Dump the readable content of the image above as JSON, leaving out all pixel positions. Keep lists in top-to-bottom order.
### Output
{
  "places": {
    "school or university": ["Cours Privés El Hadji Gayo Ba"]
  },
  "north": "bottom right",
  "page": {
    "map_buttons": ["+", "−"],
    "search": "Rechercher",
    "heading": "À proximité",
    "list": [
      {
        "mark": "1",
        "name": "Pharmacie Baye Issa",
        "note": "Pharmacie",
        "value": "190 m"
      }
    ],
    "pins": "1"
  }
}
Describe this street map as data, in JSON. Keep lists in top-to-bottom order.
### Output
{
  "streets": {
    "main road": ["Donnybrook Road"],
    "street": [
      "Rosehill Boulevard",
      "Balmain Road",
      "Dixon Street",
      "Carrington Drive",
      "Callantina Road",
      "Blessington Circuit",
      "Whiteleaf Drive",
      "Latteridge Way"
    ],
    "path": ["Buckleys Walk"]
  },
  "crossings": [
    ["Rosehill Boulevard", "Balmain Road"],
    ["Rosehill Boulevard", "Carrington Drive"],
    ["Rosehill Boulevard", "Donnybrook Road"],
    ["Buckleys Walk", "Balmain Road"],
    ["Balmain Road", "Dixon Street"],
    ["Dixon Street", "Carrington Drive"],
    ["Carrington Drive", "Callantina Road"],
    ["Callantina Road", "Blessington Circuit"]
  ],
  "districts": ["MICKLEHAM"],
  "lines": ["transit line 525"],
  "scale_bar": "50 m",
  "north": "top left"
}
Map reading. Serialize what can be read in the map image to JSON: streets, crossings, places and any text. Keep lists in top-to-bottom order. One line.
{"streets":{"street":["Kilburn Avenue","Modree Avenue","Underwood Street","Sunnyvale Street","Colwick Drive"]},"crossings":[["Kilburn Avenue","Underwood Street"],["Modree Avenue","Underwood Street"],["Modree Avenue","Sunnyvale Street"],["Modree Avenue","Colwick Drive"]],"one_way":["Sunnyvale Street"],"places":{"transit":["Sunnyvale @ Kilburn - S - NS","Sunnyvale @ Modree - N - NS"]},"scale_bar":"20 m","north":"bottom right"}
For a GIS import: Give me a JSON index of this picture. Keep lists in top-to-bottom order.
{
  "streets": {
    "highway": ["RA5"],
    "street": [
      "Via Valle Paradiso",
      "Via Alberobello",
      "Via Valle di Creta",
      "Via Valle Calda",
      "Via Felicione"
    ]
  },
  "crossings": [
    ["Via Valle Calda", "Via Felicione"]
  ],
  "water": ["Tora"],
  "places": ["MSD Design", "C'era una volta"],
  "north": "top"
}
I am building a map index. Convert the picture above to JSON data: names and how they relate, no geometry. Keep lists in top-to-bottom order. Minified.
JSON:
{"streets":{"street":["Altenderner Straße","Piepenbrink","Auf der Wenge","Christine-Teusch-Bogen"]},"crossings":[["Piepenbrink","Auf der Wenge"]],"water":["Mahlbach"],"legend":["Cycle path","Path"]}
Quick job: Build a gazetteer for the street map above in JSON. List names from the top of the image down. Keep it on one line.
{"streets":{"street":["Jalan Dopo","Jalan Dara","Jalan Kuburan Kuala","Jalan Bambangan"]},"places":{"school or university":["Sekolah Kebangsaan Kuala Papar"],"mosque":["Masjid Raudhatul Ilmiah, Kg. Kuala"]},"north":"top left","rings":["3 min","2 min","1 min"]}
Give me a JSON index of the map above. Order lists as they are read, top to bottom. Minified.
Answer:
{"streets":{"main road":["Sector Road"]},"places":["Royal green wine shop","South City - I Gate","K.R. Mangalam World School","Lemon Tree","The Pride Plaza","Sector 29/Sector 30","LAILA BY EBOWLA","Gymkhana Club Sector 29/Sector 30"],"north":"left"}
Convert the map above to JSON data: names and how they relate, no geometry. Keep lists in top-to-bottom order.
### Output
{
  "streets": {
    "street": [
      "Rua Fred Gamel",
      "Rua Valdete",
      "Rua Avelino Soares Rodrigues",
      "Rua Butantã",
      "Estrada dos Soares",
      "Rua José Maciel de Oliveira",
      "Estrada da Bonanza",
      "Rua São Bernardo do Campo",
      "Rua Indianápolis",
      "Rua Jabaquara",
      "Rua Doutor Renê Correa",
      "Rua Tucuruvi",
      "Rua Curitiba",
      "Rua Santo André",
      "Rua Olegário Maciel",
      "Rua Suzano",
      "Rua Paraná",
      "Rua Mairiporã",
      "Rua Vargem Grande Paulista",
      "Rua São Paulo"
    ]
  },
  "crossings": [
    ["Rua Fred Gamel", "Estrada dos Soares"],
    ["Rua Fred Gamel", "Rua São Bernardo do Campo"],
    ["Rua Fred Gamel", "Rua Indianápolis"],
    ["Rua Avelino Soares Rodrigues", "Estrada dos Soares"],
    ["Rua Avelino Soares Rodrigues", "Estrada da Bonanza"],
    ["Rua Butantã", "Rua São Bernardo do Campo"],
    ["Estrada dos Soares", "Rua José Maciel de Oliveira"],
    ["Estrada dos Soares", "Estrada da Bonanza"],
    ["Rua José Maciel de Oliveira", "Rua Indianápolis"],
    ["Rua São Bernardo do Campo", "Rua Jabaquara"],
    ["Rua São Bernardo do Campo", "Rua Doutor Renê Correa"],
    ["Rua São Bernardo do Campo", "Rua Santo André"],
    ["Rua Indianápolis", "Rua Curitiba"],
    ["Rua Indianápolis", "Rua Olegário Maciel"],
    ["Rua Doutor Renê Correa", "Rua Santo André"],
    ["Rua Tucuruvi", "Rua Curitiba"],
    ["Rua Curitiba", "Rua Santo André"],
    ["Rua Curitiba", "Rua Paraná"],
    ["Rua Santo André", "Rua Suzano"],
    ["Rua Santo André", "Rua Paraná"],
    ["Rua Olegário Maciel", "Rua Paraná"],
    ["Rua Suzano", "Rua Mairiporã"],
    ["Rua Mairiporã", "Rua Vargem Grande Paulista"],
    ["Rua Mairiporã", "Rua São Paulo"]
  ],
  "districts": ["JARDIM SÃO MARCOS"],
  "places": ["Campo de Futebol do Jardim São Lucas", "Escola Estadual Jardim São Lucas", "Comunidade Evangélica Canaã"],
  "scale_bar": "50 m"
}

** WORK REQUIRED **
Please, from the material above, copy only the lines from the line with "Quick job: Build" up to and including the line with "Give me a JSON index of the", exactly as written.

** REPLY TO THE EXERCISE **
Quick job: Build a gazetteer for the street map above in JSON. List names from the top of the image down. Keep it on one line.
{"streets":{"street":["Jalan Dopo","Jalan Dara","Jalan Kuburan Kuala","Jalan Bambangan"]},"places":{"school or university":["Sekolah Kebangsaan Kuala Papar"],"mosque":["Masjid Raudhatul Ilmiah, Kg. Kuala"]},"north":"top left","rings":["3 min","2 min","1 min"]}
Give me a JSON index of the map above. Order lists as they are read, top to bottom. Minified.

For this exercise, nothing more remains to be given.